I mercenari di Gufo Scarlatto attraversarono il bosco e continuarono il tragitto fino a notte fonda.
Si accamparono allora nella boscaglia, per riprendere il cammino alle prime luci dell'alba.
Durante il percorso, alcuni di quelli si divertirono a prendere in giro Guisgard.
Il loro schiavo fu fatto cadere da cavallo e trascinato per un po', legato ad una corda alla sella della sua cavalcatura.
Fu Gufo a fermarli.
“Magari” disse ai suoi “questo miserabile sa davvero impugnare un'arma. Ad Afravalone lo metteremo alla prova. Male che vada ne faremo di lui un maniscalco o uno stalliere.”
E verso Mezzogiorno, finalmente, l'armata mercenaria avvistò le torri di Afravalone.
Il loro ingresso in città fu accolto dalla meraviglia e dalla curiosità della gente.
Erano uomini armati fino ai denti, abili combattenti e abituati ad ogni tipo di guerriglia conosciuta.
Come tenerli a bada?
Questo si chiedeva la gente.
Alla fine i mercenari raggiunsero il Senato e qui furono accolti da Bool e da Gheorgis.
Così fu assegnata loro una caserma di proprietà ecclesiastica, per fungere da loro quartier generale.
Qui Gufo Scarlatto volle subito mettere alla prova il suo prigioniero.
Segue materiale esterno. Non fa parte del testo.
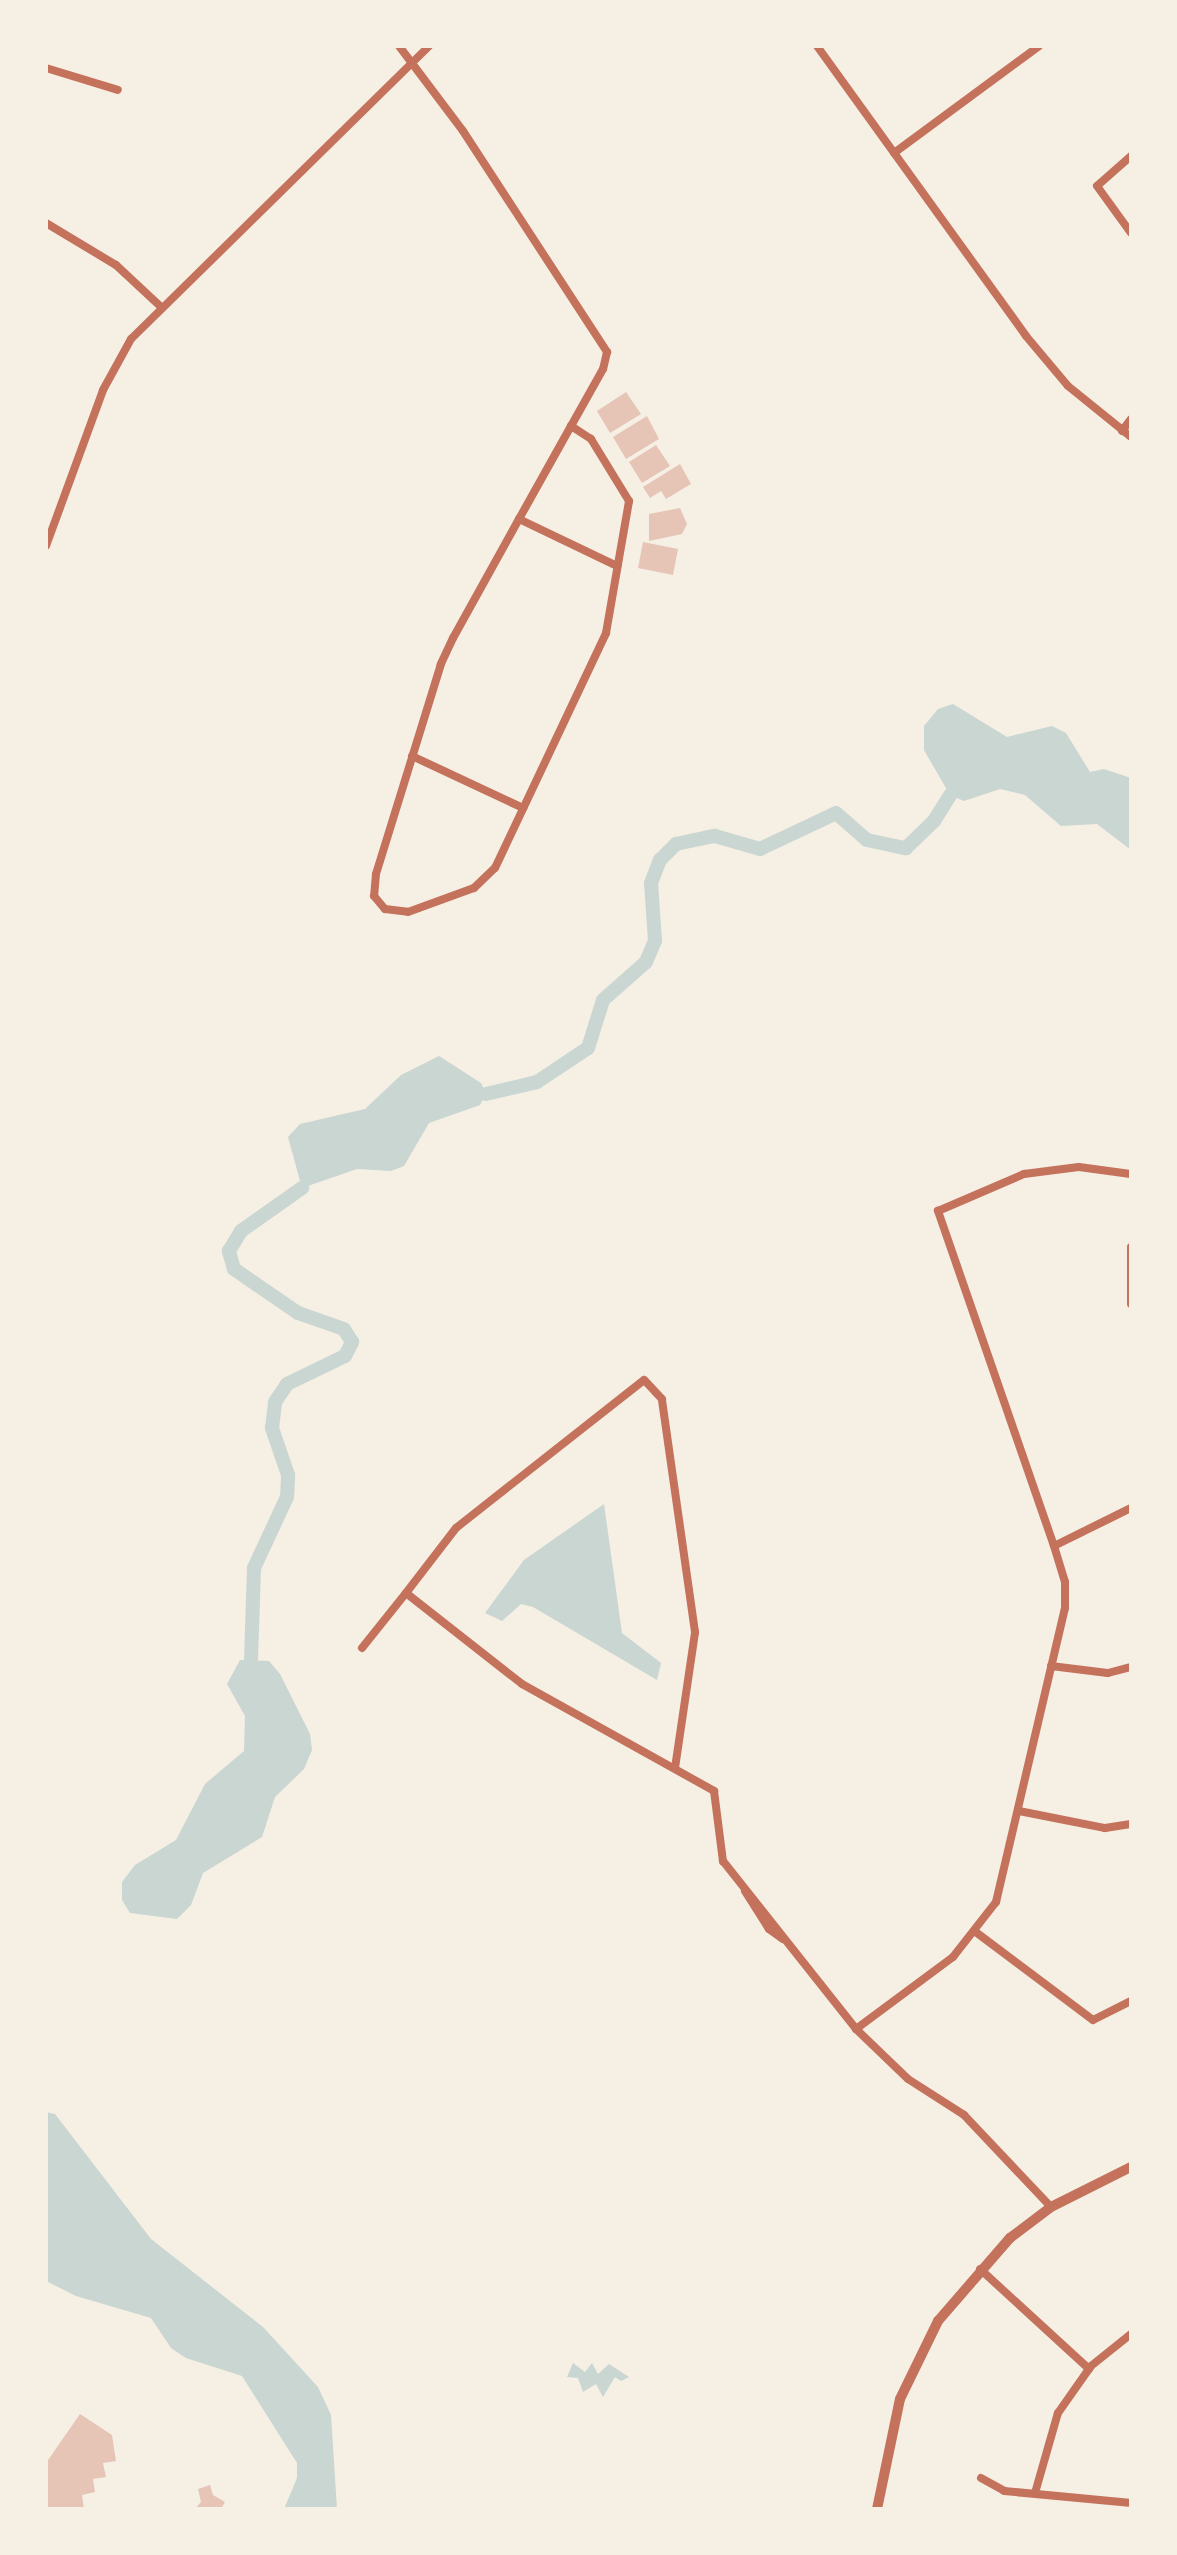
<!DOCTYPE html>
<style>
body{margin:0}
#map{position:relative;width:1177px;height:2555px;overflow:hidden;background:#f6efe4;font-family:Ubuntu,sans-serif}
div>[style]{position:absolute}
.water>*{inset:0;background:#c9d6d2}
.canal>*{height:14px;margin:-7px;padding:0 7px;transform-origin:7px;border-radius:7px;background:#c9d6d2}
.building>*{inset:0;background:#e6c5b7}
.minor>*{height:8px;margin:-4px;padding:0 4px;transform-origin:4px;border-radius:4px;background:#c5725c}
.tertiary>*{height:10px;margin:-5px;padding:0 5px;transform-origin:5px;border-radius:5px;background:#c5725c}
span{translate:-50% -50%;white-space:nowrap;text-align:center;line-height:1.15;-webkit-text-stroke:7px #f6efe4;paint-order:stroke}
.frame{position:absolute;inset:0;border:48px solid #f6efe4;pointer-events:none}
</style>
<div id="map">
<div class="water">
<i style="clip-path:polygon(953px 704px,1007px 737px,1052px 726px,1066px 733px,1090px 772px,1104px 769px,1131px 778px,1131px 850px,1097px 824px,1061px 826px,1025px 795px,1000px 789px,964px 801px,950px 795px,924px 750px,924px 726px,938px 709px)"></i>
<i style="clip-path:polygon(439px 1056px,481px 1083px,486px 1094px,480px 1105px,429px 1123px,404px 1166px,391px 1171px,357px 1169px,302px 1188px,288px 1137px,300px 1124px,365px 1109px,401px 1075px)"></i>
<i style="clip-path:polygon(604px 1504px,622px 1633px,661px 1663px,657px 1680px,533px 1607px,521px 1604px,502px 1621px,485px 1613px,524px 1560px)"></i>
<i style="clip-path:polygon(240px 1660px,269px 1661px,280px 1674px,310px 1734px,312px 1750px,304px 1769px,275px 1797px,262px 1837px,203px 1873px,191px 1905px,177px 1919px,130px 1913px,122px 1900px,122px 1882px,135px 1865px,176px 1840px,205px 1784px,244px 1751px,245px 1716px,227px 1684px)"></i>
<i style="clip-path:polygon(46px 2112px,55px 2114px,151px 2239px,263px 2327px,318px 2387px,331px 2415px,337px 2509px,284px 2509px,297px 2478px,297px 2463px,242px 2376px,186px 2358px,171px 2348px,151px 2318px,76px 2296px,46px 2281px)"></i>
<i style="clip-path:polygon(573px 2363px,585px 2372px,592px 2363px,598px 2374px,609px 2364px,629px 2377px,621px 2381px,615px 2377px,603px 2397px,596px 2384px,583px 2392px,578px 2378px,567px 2377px)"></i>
</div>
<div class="canal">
<i style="left:486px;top:1094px;width:52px;rotate:-13.2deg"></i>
<i style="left:537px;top:1082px;width:61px;rotate:-33.7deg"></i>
<i style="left:588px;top:1048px;width:50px;rotate:-72.6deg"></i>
<i style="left:603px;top:1000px;width:57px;rotate:-41.5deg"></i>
<i style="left:646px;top:962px;width:23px;rotate:-67deg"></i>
<i style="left:655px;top:941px;width:58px;rotate:-93.9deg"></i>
<i style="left:651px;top:883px;width:25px;rotate:-69deg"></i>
<i style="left:660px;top:860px;width:23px;rotate:-45deg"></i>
<i style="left:676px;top:844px;width:40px;rotate:-12deg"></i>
<i style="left:715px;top:836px;width:47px;rotate:16.1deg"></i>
<i style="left:760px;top:849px;width:84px;rotate:-25.3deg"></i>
<i style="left:836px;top:813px;width:41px;rotate:41.1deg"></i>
<i style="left:867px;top:840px;width:40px;rotate:12deg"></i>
<i style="left:906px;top:848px;width:39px;rotate:-44deg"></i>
<i style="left:934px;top:821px;width:31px;rotate:-58deg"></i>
<i style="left:251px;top:1659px;width:91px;rotate:-88.1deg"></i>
<i style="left:254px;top:1568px;width:78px;rotate:-65.1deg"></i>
<i style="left:287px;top:1497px;width:22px;rotate:-87deg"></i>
<i style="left:288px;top:1475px;width:50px;rotate:-108.8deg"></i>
<i style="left:272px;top:1428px;width:26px;rotate:-83deg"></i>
<i style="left:275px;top:1402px;width:22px;rotate:-56deg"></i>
<i style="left:287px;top:1384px;width:64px;rotate:-25.8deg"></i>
<i style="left:345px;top:1356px;width:16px;rotate:-63deg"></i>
<i style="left:352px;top:1342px;width:15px;rotate:-122deg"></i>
<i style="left:344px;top:1329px;width:49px;rotate:-160.8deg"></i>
<i style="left:298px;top:1313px;width:78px;rotate:-145.5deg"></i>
<i style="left:234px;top:1269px;width:19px;rotate:-106deg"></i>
<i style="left:229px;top:1251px;width:23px;rotate:-59deg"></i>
<i style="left:241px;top:1231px;width:75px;rotate:-35.2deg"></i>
</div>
<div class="building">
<i style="clip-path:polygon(626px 392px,641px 414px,610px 433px,597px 411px)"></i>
<i style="clip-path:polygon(647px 416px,659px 439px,626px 459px,613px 437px)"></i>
<i style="clip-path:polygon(656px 445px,670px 466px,642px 483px,629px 462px)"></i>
<i style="clip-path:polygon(680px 464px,691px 484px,666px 499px,661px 491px,650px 498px,643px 487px)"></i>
<i style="clip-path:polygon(680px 508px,687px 524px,682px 534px,649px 541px,649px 514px)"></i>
<i style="clip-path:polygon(643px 542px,678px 549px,673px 575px,638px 568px)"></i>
<i style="clip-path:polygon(80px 2414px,112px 2435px,116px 2461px,103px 2463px,106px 2477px,93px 2479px,95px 2492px,82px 2495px,84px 2509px,46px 2509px,46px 2463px)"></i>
<i style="clip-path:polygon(210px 2485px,213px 2495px,225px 2502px,221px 2509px,195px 2509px,201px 2502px,198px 2489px)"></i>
</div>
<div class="minor">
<i style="left:399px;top:46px;width:106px;rotate:53deg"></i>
<i style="left:463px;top:131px;width:264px;rotate:56.9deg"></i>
<i style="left:607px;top:352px;width:17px;rotate:103deg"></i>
<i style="left:603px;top:369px;width:65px;rotate:119.3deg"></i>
<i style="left:571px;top:426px;width:107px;rotate:119.2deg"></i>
<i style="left:519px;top:519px;width:136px;rotate:119deg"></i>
<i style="left:453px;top:638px;width:29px;rotate:115deg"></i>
<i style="left:441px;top:664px;width:220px;rotate:107.2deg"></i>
<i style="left:376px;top:874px;width:22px;rotate:95deg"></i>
<i style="left:374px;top:896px;width:17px;rotate:50deg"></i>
<i style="left:385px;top:909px;width:23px;rotate:7deg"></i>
<i style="left:408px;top:912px;width:70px;rotate:-20deg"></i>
<i style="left:474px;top:888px;width:29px;rotate:-44deg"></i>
<i style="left:495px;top:868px;width:260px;rotate:-64.7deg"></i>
<i style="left:606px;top:633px;width:134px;rotate:-80.1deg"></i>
<i style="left:629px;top:501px;width:73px;rotate:-121.5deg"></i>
<i style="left:591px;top:439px;width:24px;rotate:-147deg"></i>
<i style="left:817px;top:46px;width:357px;rotate:54.2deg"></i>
<i style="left:1026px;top:336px;width:65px;rotate:50deg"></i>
<i style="left:1068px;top:386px;width:81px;rotate:39deg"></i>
<i style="left:46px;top:68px;width:75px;rotate:17deg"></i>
<i style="left:894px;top:153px;width:180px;rotate:-36.4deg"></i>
<i style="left:1131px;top:156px;width:45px;rotate:138.6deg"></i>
<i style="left:1097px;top:186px;width:58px;rotate:54.1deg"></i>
<i style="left:46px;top:223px;width:82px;rotate:31deg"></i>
<i style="left:116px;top:265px;width:60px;rotate:43deg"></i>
<i style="left:1122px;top:431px;width:15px;rotate:-53deg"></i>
<i style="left:519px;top:519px;width:109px;rotate:25.6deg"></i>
<i style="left:46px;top:546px;width:166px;rotate:-69.9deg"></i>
<i style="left:103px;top:390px;width:58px;rotate:-61.2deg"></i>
<i style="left:131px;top:339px;width:418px;rotate:-44.5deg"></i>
<i style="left:412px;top:756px;width:123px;rotate:25.1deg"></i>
<i style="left:1131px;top:1247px;width:57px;rotate:90deg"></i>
<i style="left:1054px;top:1546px;width:86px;rotate:-26.3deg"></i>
<i style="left:362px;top:1648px;width:70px;rotate:-51.3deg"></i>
<i style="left:1051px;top:1666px;width:57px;rotate:7deg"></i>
<i style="left:1108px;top:1673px;width:24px;rotate:-15deg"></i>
<i style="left:675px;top:1768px;width:137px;rotate:-81.6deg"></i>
<i style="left:695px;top:1632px;width:235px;rotate:-98.1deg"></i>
<i style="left:662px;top:1399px;width:26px;rotate:-133deg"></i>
<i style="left:644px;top:1380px;width:239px;rotate:141.8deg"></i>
<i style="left:456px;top:1528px;width:82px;rotate:127.6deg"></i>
<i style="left:406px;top:1593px;width:147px;rotate:38.1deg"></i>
<i style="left:522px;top:1684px;width:220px;rotate:29.1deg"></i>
<i style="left:714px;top:1791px;width:71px;rotate:82.7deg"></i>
<i style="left:723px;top:1861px;width:214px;rotate:51.6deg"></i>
<i style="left:856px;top:2029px;width:72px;rotate:43.9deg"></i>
<i style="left:908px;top:2079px;width:67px;rotate:32.7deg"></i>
<i style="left:964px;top:2115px;width:127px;rotate:46.6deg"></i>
<i style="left:1019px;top:1811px;width:88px;rotate:11.2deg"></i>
<i style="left:1105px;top:1828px;width:26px;rotate:-9deg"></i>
<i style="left:745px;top:1891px;width:45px;rotate:57.7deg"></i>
<i style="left:769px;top:1929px;width:17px;rotate:36deg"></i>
<i style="left:977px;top:1933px;width:145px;rotate:36.9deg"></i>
<i style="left:1093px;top:2020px;width:42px;rotate:-26.6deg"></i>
<i style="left:856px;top:2029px;width:121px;rotate:-36.6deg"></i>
<i style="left:953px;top:1957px;width:70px;rotate:-52deg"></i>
<i style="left:996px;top:1902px;width:302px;rotate:-76.8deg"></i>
<i style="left:1065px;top:1608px;width:26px;rotate:-90deg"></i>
<i style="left:1065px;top:1582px;width:38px;rotate:-107deg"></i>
<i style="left:1054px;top:1546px;width:355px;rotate:-109.1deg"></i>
<i style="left:938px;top:1211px;width:94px;rotate:-23.3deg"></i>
<i style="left:1024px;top:1174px;width:55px;rotate:-7.3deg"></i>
<i style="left:1079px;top:1167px;width:52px;rotate:7.7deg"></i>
<i style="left:980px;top:2269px;width:148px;rotate:42.5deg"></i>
<i style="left:981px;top:2478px;width:26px;rotate:29deg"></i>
<i style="left:1004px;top:2491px;width:128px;rotate:5.4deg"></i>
<i style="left:1035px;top:2493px;width:83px;rotate:-74deg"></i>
<i style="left:1058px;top:2413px;width:57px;rotate:-54.9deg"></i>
<i style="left:1091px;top:2366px;width:51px;rotate:-38.7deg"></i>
</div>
<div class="tertiary">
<i style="left:877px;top:2509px;width:112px;rotate:-78.2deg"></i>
<i style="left:900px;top:2399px;width:87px;rotate:-64deg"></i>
<i style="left:938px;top:2321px;width:110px;rotate:-49.1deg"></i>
<i style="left:1010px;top:2238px;width:51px;rotate:-37.1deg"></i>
<i style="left:1051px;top:2207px;width:89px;rotate:-26.6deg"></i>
</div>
<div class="frame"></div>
</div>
“Affronterai Koim...” fece il mercenario “... il più abile spadaccino della compagnia. Dopo di me, naturalmente. Si combatterà fino al primo sangue.” Lanciò ai piedi dello schiavo uno spadino.
Koim allora impugnò la sua arma ed affrontò Guisgard.
I due così cominciarono la contesa.
Koim era rapidissimo e si divertiva a stuzzicare Guisgard.
“Ora gli taglierò la giubba all'altezza della spalla destra...” vantandosi davanti agli altri
E così fece.
“Ora a quella sinistra...” e fece altrettanto “... adesso sul fianco destro...” e così fu.
“Dai, fagli un bel graffio, fratello!” Gridò uno dei mercenari che assisteva.
“Certo!” Esclamò Koim, per poi lanciarsi contro Guisgard.
I due allora furono quasi al contatto fisico, poi si allontanarono rapidi l'uno dall'altro.
“Ti ho mancato per poco.” Ridendo Koim. “Ma ora non te la caverai.”
Guisgard però si fermò e lanciò lo spadino ai piedi di Gufo.
“Perchè ti fermi, cane?” Urlò Koim. “Ti dai per vinto?” Ma poi si accorse che la sua giubba era tinta di sangue.
Allora si tolse quella veste e scoprì il suo fianco tagliato dalla spada di Guisgard.
A terra infatti lo spadino era macchiato di sangue.
Il sangue di Koim.
“Eccellente...” mormorò Gufo “... meriti un bel premio...”
“Rendimi la libertà.” Disse Guisgard.
Gufo rise forte.
“Perchè ridi?” Con astio Guisgard.
“Ci sono solo tre modi per lasciare questa compagnia...” fissandolo Gufo “... trascorrere dieci anni di onorato servizio ai miei ordini... o pagare una penale di diecimila Taddei...”
“Hai detto tre modi...” mormorò Guisgard “... qual'è il terzo?”
“Morire sul campo di battaglia...” sentenziò Gufo.
E tutti i mercenari risero sonoramente, mentre lo sguardo di Guisgard era su ognuno di loro, per poi fermarsi in quello impenetrabile di Gufo.